Por eso, si quieres mejorar tus resultados como agente inmobiliario, quizá la primera pregunta no debería ser “¿cómo consigo más leads?”. Tal vez la pregunta más poderosa sea: ¿qué motivo claro tiene el mercado para elegirme a mí?

Cuando esa respuesta es sólida, el posicionamiento deja de ser una idea de marketing y se convierte en un activo comercial.

Preguntas frecuentes sobre el posicionamiento de los agentes inmobiliarios

1. ¿Qué es el posicionamiento de un agente inmobiliario?

Es la percepción que el mercado tiene sobre ese profesional. Un buen posicionamiento hace que las personas lo relacionen con una zona, tipo de propiedad, cliente o solución específica. El objetivo es ocupar un espacio claro en la mente del público.

2. ¿Un agente inmobiliario debe especializarse en un solo tipo de propiedad?

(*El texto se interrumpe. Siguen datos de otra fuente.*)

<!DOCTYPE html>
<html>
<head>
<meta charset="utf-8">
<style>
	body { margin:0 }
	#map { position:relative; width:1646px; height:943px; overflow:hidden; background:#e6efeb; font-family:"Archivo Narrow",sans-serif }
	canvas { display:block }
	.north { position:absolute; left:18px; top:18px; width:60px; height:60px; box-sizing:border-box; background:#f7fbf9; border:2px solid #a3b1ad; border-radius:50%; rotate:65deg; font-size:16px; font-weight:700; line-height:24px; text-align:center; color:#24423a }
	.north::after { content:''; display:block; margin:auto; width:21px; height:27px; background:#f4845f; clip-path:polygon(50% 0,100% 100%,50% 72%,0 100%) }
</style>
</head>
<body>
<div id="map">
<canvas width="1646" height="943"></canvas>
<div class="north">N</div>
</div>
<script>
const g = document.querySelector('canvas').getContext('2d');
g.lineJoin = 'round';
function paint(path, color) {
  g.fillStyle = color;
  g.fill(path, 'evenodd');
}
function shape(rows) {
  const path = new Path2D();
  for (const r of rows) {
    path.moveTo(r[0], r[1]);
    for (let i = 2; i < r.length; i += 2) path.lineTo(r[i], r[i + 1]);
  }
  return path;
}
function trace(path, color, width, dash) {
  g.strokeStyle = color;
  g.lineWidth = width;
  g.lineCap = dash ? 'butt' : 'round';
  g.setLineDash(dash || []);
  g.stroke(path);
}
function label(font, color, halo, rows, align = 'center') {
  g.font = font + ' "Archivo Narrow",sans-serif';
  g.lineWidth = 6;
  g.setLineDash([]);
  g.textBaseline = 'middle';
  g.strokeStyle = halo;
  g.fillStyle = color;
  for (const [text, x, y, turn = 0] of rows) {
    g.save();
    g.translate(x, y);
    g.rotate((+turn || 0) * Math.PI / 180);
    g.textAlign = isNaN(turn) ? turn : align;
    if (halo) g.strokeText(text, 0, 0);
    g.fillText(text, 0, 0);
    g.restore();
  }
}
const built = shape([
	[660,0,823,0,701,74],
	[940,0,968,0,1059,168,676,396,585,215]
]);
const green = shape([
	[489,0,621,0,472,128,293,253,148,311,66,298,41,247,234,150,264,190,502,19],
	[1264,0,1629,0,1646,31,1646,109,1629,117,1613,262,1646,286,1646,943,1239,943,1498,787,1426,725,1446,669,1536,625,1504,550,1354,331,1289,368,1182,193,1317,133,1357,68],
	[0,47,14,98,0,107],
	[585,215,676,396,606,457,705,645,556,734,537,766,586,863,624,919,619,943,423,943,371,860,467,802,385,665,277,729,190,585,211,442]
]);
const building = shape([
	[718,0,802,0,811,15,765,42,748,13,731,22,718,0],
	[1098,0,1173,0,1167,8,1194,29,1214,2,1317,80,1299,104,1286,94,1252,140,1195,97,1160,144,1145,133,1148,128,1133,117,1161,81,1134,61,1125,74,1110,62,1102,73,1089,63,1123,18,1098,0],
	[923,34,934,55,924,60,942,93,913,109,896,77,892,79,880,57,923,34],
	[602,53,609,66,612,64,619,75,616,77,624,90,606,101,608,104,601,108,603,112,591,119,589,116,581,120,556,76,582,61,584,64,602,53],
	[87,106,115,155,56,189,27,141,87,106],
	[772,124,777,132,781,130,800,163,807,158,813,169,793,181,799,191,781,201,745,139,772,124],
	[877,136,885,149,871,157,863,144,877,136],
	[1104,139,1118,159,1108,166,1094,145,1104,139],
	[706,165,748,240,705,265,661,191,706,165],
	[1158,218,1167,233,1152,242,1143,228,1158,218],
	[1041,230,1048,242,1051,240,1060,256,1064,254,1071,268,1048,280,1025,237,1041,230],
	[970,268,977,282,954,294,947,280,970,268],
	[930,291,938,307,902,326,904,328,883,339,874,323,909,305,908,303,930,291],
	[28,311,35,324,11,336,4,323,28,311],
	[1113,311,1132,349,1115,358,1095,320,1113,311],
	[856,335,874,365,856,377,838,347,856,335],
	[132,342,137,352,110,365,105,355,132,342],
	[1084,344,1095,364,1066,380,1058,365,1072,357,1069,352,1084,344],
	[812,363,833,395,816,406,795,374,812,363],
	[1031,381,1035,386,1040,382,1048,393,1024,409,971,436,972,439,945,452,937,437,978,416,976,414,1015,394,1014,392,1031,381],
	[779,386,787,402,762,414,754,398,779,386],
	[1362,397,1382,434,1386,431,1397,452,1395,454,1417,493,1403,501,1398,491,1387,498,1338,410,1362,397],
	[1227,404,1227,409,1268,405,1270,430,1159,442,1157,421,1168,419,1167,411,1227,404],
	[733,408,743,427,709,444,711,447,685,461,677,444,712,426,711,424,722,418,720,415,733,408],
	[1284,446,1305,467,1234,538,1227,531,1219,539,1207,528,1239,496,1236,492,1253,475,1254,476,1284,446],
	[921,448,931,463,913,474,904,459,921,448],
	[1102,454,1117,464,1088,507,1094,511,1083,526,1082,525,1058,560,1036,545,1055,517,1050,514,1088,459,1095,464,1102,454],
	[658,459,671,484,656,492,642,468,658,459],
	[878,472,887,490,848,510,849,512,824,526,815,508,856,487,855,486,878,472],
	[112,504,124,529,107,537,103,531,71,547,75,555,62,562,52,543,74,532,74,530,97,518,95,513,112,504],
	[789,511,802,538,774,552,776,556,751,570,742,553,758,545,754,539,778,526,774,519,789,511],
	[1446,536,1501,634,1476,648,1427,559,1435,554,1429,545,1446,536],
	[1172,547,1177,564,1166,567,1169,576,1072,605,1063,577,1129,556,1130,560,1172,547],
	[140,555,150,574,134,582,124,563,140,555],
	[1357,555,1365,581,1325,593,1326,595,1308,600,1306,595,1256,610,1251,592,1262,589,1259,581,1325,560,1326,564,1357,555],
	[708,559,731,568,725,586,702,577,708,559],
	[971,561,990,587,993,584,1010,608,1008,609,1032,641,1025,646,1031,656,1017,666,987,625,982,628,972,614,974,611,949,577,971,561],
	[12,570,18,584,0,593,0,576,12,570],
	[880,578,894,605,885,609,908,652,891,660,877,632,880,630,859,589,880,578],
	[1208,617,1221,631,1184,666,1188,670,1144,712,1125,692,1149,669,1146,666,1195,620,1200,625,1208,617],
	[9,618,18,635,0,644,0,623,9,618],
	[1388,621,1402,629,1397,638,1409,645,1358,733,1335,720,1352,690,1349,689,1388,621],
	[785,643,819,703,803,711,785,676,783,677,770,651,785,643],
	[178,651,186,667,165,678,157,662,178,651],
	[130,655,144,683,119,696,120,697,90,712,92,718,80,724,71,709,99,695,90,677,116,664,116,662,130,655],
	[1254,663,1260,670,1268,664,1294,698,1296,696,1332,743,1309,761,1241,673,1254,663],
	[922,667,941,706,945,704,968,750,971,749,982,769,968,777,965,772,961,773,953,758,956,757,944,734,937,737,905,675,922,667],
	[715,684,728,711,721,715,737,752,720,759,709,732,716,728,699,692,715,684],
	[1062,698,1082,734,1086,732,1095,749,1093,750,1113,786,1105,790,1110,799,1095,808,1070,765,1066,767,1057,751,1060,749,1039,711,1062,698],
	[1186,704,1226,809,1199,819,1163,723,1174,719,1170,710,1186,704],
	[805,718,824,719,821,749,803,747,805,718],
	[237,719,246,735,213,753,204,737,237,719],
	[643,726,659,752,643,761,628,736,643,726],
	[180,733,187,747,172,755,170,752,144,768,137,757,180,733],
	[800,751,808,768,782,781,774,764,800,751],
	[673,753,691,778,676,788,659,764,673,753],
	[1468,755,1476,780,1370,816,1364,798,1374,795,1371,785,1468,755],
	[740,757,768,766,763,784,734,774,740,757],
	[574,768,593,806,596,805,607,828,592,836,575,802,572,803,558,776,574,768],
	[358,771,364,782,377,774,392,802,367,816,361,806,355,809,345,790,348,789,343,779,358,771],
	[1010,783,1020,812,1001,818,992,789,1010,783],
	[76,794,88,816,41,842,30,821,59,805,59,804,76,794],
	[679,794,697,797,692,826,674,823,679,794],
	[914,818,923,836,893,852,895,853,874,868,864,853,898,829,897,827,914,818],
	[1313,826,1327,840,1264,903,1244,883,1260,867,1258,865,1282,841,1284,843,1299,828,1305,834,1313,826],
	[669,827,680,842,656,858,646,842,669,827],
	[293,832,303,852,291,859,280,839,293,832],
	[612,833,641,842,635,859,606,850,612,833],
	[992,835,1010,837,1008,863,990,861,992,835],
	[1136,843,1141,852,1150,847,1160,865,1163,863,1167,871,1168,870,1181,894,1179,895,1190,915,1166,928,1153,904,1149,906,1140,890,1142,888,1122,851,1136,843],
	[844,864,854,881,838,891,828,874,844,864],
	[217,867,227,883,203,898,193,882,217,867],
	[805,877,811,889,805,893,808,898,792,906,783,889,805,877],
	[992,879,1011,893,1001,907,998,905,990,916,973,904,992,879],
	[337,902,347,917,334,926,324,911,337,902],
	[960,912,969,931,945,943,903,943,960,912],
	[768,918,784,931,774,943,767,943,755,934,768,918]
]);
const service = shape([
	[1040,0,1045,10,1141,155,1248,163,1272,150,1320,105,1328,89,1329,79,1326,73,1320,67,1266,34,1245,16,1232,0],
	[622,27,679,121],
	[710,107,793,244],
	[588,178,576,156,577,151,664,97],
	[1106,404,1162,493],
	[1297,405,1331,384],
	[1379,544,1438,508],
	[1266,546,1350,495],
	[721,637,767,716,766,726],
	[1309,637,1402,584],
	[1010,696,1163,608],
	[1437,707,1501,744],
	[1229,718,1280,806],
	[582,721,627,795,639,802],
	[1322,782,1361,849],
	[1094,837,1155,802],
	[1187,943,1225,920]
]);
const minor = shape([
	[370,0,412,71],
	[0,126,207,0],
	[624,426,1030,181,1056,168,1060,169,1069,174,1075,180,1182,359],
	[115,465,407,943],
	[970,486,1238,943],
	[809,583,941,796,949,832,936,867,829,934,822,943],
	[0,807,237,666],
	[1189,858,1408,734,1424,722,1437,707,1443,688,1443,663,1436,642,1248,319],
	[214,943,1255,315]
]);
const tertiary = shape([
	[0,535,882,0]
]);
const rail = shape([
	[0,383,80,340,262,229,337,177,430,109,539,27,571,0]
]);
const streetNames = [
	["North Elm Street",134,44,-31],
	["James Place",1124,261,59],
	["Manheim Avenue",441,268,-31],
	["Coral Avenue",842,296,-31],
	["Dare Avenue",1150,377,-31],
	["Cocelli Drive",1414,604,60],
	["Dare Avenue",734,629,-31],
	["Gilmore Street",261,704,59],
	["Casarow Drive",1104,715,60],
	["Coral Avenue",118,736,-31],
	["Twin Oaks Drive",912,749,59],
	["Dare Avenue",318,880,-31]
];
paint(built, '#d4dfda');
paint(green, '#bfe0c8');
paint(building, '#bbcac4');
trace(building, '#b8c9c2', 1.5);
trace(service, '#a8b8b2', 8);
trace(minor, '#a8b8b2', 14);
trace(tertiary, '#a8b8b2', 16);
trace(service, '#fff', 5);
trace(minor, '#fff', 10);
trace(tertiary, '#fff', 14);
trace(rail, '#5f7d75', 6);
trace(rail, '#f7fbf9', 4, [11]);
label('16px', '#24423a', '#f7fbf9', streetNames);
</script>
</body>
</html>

No necesariamente. Puede trabajar diferentes tipos de operaciones, pero es recomendable definir un territorio principal de autoridad. La especialización ayuda a comunicar con mayor claridad y facilita que el mercado recuerde al agente.

3. ¿Tener muchos seguidores significa estar bien posicionado?

No. Un gran número de seguidores no garantiza confianza ni ventas. Un agente con una comunidad más pequeña, pero formada por personas dentro de su mercado objetivo, puede generar mejores resultados.

4. ¿La marca personal puede competir con la marca de una inmobiliaria?

No debería ser una competencia. La marca corporativa y la marca personal pueden complementarse. La agencia aporta estructura y respaldo, mientras el agente desarrolla una relación directa y reconocible con el mercado.

5. ¿Cuánto tiempo tarda en construirse un buen posicionamiento inmobiliario?

Depende de la consistencia, el mercado y la estrategia. No suele ser inmediato, porque el posicionamiento se forma mediante repetición y percepción. Lo importante es mantener un mensaje claro durante el tiempo suficiente para que las personas comiencen a asociarte con un territorio específico.